Stored data:
_ _ _ _

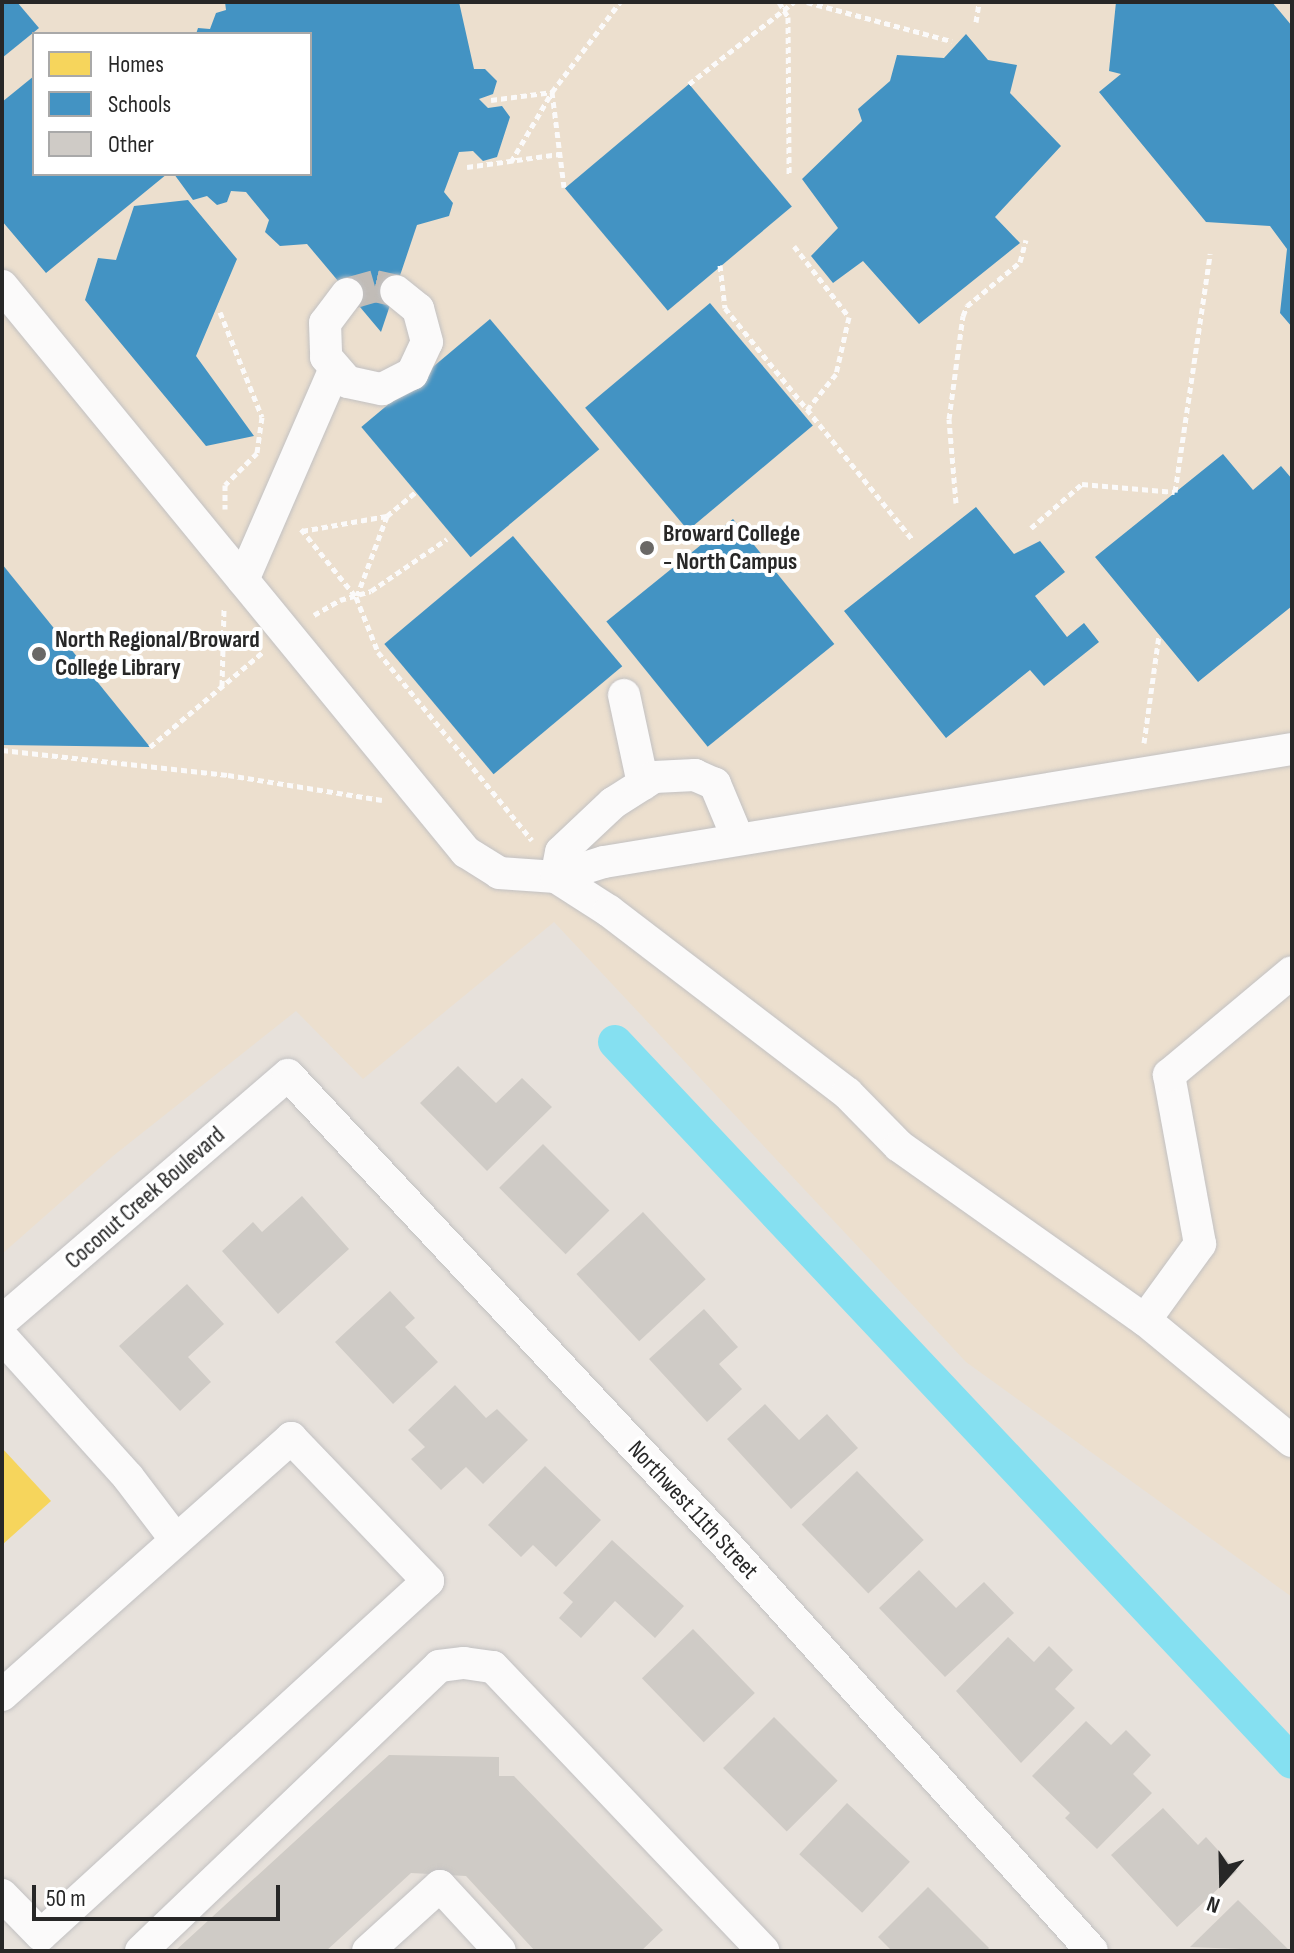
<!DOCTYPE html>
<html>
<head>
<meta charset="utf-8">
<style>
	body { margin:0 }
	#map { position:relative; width:1294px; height:1953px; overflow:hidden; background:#e7e1db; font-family:"Sofia Sans Condensed",sans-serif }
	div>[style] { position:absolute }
	.education>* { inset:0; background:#ecdfce }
	.homes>* { inset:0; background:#f6d55c }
	.schools>* { inset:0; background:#4393c3; transform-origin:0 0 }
	.canal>* { height:34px; margin:-17px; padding:0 17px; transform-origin:17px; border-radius:17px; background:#85e0f1 }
	.building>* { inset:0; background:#cfcbc6; transform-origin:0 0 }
	.minor-tunnel>* { height:32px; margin-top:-16px; transform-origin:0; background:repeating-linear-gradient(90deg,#c1bcb7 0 32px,transparent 0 48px) }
	.path>* { height:5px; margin-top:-2.5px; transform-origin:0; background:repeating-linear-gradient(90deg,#fbfafa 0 6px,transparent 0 10px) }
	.roads { filter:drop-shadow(0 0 2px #c2c1c2) drop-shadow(0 0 2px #c2c1c2) }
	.minor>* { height:32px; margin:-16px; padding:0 16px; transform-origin:16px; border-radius:16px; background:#fbfafa }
	.dots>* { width:22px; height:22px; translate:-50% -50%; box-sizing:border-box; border:4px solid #fff; border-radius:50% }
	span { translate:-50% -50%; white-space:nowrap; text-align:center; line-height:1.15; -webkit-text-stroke:8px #fff; paint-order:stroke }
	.poi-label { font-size:24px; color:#272727; font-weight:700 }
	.left { translate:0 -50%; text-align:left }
	.street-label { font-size:24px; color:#272727 }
	.frame { position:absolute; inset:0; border:4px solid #272727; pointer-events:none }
	.legend { position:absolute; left:32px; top:32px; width:280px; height:144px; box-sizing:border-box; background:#fff; border:2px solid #a9a9a9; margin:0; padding:10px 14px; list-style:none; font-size:24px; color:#272727 }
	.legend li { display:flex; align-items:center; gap:16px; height:40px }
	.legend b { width:40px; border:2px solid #a9a9a9 }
	.north { position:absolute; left:1182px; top:1841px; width:80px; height:80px; -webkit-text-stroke:6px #fff; paint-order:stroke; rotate:200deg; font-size:22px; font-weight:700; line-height:32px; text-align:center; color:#272727 }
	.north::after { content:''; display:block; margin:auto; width:28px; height:36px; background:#272727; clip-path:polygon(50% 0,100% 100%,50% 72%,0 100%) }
	.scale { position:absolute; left:32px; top:1885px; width:248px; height:36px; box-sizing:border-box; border:4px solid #272727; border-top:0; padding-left:10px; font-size:24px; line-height:28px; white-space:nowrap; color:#272727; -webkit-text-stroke:6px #fff; paint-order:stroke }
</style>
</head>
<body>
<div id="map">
	<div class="education">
		<i style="clip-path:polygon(evenodd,2px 2px,1292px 2px,1292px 1597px,966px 1362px,554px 922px,363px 1079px,296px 1011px,113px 1156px,2px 1254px,2px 2px,34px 34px,310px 34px,310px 174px,34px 174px,34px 34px)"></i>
	</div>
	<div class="homes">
		<i style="clip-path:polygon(2px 1448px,51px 1501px,2px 1545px)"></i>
	</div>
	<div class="schools">
		<i style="clip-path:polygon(2px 2px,17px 2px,39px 28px,2px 58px)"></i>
		<i style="clip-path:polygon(225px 2px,459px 2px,474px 69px,485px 69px,497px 81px,493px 94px,479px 99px,488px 108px,502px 106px,510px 117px,497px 157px,483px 161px,473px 151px,459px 152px,444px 192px,453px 203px,449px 216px,417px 225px,381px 332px,307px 244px,280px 246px,265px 232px,269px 220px,246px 192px,231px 191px,227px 202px,217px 205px,207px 196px,193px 200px,174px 174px,310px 174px,310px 34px,196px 34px,198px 28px,210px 29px,216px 13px,226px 10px)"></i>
		<i style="clip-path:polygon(1116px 2px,1272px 2px,1292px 26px,1292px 327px,1280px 313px,1287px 249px,1270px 226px,1206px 222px,1099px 92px,1121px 74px,1109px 71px)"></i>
		<i style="clip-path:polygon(966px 34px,988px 60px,1017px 65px,1010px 93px,1061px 146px,995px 217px,1020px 243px,919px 324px,863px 261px,833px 283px,811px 256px,838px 228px,802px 179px,862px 121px,858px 109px,890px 81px,897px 55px,944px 58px)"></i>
		<i style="clip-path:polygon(34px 76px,34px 174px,167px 174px,46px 273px,2px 221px,2px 102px)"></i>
		<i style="left:689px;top:84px;width:160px;height:162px;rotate:50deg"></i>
		<i style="clip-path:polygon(188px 200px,237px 259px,196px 356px,254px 436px,206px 446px,85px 300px,98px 258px,116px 260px,134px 206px)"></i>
		<i style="left:710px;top:303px;width:160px;height:163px;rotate:50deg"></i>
		<i style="left:490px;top:319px;width:170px;height:168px;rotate:50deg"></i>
		<i style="clip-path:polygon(1223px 454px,1253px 490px,1281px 466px,1292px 479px,1292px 606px,1198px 682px,1095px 557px)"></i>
		<i style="clip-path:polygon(976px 507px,1014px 554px,1040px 541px,1065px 572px,1035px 596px,1067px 637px,1084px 623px,1099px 642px,1044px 686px,1030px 670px,946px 738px,844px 611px)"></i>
		<i style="left:733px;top:519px;width:161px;height:163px;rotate:51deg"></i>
		<i style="left:513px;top:536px;width:170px;height:168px;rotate:50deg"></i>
		<i style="clip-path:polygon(2px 564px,150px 747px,2px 745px)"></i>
	</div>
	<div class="canal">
		<i style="left:615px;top:1042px;width:988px;rotate:46.76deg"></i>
	</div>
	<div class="building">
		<i style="clip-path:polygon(458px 1066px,496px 1103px,522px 1078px,552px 1107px,487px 1171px,420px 1103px)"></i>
		<i style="left:543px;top:1144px;width:94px;height:62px;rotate:45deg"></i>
		<i style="clip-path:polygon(302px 1196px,349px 1249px,278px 1314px,222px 1251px,253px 1222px,262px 1232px)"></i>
		<i style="left:643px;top:1212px;width:92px;height:91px;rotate:47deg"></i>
		<i style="clip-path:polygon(187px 1284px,224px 1324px,188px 1357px,211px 1382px,180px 1411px,119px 1346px)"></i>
		<i style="clip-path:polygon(390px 1291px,415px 1318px,405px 1327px,438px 1362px,393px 1404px,335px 1342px)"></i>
		<i style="clip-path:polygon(704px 1309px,738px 1347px,719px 1364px,742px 1389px,707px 1422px,649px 1359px)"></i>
		<i style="clip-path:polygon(455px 1385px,486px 1418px,497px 1409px,528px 1440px,483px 1484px,466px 1467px,441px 1490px,411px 1459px,425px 1447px,408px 1430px)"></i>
		<i style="clip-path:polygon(765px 1404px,799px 1440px,827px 1414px,858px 1448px,791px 1509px,727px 1439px)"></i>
		<i style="clip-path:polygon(545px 1466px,601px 1520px,556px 1567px,533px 1545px,521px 1557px,488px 1525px)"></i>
		<i style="left:857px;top:1471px;width:96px;height:77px;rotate:46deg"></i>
		<i style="clip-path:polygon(612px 1540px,684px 1606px,655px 1638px,615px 1601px,581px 1638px,559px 1618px,573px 1602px,563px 1593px)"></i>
		<i style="clip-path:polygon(919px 1570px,956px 1608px,984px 1582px,1014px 1613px,945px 1677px,879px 1608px)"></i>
		<i style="left:693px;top:1629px;width:89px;height:71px;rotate:46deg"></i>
		<i style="clip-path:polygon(1008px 1637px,1034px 1662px,1049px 1646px,1073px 1670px,1055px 1689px,1075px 1708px,1021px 1763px,956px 1691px)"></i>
		<i style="left:774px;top:1717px;width:90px;height:72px;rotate:45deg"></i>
		<i style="clip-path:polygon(1086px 1721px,1111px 1745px,1126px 1730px,1151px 1755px,1133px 1774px,1152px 1793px,1097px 1849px,1065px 1818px,1070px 1813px,1032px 1776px)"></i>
		<i style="clip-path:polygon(389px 1755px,499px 1757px,499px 1776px,514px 1776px,663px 1930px,641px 1951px,535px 1951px,466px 1876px,411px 1873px,326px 1951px,175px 1951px)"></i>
		<i style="left:847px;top:1803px;width:86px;height:70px;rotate:43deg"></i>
		<i style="clip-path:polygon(1163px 1808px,1198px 1845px,1206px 1837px,1237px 1871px,1177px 1927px,1111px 1855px)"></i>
		<i style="clip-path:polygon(928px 1887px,989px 1948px,986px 1951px,892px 1951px,878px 1937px)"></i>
		<i style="clip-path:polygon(1238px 1900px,1290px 1951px,1190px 1947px)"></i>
	</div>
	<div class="minor-tunnel">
		<i style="left:347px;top:294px;width:29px;rotate:-16deg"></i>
		<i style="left:375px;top:286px;width:22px;rotate:13deg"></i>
	</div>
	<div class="path">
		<i style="left:779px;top:2px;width:17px;rotate:59deg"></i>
		<i style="left:788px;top:17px;width:158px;rotate:89.6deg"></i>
		<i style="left:807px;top:2px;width:150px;rotate:15.1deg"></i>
		<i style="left:976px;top:22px;width:20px;rotate:-81deg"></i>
		<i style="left:689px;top:84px;width:133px;rotate:-38deg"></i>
		<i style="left:491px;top:100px;width:62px;rotate:-7.5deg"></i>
		<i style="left:552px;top:92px;width:96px;rotate:82.8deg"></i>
		<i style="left:511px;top:162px;width:81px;rotate:-59.6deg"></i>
		<i style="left:552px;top:92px;width:113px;rotate:-52.9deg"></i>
		<i style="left:467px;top:167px;width:93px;rotate:-8deg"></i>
		<i style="left:794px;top:246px;width:90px;rotate:52.2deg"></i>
		<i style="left:849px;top:317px;width:58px;rotate:102.8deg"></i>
		<i style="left:836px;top:374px;width:46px;rotate:128.9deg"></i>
		<i style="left:720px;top:265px;width:43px;rotate:83.4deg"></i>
		<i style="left:725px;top:308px;width:299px;rotate:51deg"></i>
		<i style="left:220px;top:312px;width:113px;rotate:68.2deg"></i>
		<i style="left:262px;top:417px;width:36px;rotate:98deg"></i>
		<i style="left:257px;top:453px;width:45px;rotate:135deg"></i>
		<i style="left:225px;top:485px;width:24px;rotate:90deg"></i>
		<i style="left:956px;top:503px;width:84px;rotate:-94.8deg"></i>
		<i style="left:949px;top:419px;width:104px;rotate:-82.3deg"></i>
		<i style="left:963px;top:316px;width:11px;rotate:-68deg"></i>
		<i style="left:967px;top:306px;width:69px;rotate:-39.7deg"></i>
		<i style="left:1020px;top:262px;width:23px;rotate:-75deg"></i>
		<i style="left:387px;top:516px;width:38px;rotate:-40deg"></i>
		<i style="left:1031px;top:528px;width:67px;rotate:-40.8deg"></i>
		<i style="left:1082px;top:484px;width:93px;rotate:4.9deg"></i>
		<i style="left:1175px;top:492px;width:241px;rotate:-81.6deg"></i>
		<i style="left:301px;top:529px;width:87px;rotate:51deg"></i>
		<i style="left:356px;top:597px;width:59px;rotate:68.2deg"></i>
		<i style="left:378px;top:652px;width:243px;rotate:50.7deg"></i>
		<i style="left:302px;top:531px;width:86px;rotate:-10deg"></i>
		<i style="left:387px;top:516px;width:85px;rotate:110.6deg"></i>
		<i style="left:314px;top:615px;width:30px;rotate:-30deg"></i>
		<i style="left:340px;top:600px;width:32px;rotate:-16deg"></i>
		<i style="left:371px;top:591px;width:92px;rotate:-34.4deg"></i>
		<i style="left:222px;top:686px;width:79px;rotate:-88.5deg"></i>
		<i style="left:1144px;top:743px;width:109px;rotate:-82.1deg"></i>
		<i style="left:150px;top:747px;width:149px;rotate:-40.1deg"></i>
		<i style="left:2px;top:750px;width:227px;rotate:6.3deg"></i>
		<i style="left:228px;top:775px;width:156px;rotate:9.2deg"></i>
	</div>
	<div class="roads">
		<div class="minor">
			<i style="left:2px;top:286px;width:732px;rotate:50.66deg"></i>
			<i style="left:466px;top:852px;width:39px;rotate:32deg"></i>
			<i style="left:499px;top:873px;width:57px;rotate:4deg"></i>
			<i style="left:556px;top:877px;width:63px;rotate:32.7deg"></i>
			<i style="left:609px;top:911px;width:300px;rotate:37.4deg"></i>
			<i style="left:847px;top:1093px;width:74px;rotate:45.5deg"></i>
			<i style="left:899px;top:1146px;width:301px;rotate:35.3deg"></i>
			<i style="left:1145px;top:1320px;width:190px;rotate:39.5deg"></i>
			<i style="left:347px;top:294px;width:36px;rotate:127deg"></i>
			<i style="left:325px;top:323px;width:34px;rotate:88deg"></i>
			<i style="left:326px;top:357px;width:33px;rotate:49deg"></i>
			<i style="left:348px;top:382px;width:35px;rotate:12deg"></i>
			<i style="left:382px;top:389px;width:34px;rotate:-27deg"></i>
			<i style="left:412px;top:374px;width:35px;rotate:-65deg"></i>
			<i style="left:427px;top:342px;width:34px;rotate:-105deg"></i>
			<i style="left:418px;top:309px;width:28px;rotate:-141deg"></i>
			<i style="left:243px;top:580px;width:228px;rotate:-66.5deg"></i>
			<i style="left:624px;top:695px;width:91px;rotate:77.9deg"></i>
			<i style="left:738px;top:839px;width:60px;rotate:-112.7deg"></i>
			<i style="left:715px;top:784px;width:22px;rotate:-156deg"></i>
			<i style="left:695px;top:775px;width:41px;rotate:177.2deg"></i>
			<i style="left:654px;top:777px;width:49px;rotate:147.6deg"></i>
			<i style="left:613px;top:803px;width:71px;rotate:136.7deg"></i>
			<i style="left:561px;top:852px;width:25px;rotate:101deg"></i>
			<i style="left:556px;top:877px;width:50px;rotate:-17.4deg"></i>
			<i style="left:604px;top:862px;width:697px;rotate:-9.33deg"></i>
			<i style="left:1145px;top:1320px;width:94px;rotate:-54.1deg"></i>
			<i style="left:1200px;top:1244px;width:172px;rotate:-100.4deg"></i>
			<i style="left:1169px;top:1075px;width:160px;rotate:-39.9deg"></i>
			<i style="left:2px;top:1321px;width:377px;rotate:-40.7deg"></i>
			<i style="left:288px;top:1075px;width:639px;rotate:46.97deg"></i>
			<i style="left:724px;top:1542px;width:550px;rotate:48.02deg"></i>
			<i style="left:2px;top:1337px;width:188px;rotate:48deg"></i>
			<i style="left:128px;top:1477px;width:79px;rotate:52.7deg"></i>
			<i style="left:2px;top:1695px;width:387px;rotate:-41.6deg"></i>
			<i style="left:291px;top:1438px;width:198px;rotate:46.2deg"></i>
			<i style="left:428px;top:1581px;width:524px;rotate:137.55deg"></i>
			<i style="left:41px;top:1935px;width:56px;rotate:-134.3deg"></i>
			<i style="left:141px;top:1951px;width:412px;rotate:-43.7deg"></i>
			<i style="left:439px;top:1666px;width:25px;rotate:-7deg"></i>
			<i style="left:464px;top:1663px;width:29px;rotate:8deg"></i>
			<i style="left:493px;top:1667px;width:392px;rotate:46.4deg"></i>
			<i style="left:368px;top:1951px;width:97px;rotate:-42.1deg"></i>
			<i style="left:440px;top:1886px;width:88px;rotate:47.3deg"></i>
		</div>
	</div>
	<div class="dots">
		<i style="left:647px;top:548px;background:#6a6866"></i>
		<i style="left:39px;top:654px;background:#6a6866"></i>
	</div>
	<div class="poi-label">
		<span class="left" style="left:663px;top:548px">Broward College<br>- North Campus</span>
		<span class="left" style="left:55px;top:654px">North Regional/Broward<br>College Library</span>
	</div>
	<div class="street-label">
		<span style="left:145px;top:1198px;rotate:-41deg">Coconut Creek Boulevard</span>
		<span style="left:693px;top:1510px;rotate:47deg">Northwest 11th Street</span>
	</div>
	<div class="frame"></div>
	<ul class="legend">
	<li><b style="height:22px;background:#f6d55c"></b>Homes</li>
	<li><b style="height:22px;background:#4393c3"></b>Schools</li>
	<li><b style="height:22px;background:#cfcbc6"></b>Other</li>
	</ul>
	<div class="north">N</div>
	<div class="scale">50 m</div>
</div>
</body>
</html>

_ _ _ _

*What to do*. Begin with the first line of the entries above and write out each line exactly, ending with the line containing "position:relative; width:1294px; height:1953px;". Leave out pictures.

*Problem solution*.
<!DOCTYPE html>
<html>
<head>
<meta charset="utf-8">
<style>
	body { margin:0 }
	#map { position:relative; width:1294px; height:1953px; overflow:hidden; background:#e7e1db; font-family:"Sofia Sans Condensed",sans-serif }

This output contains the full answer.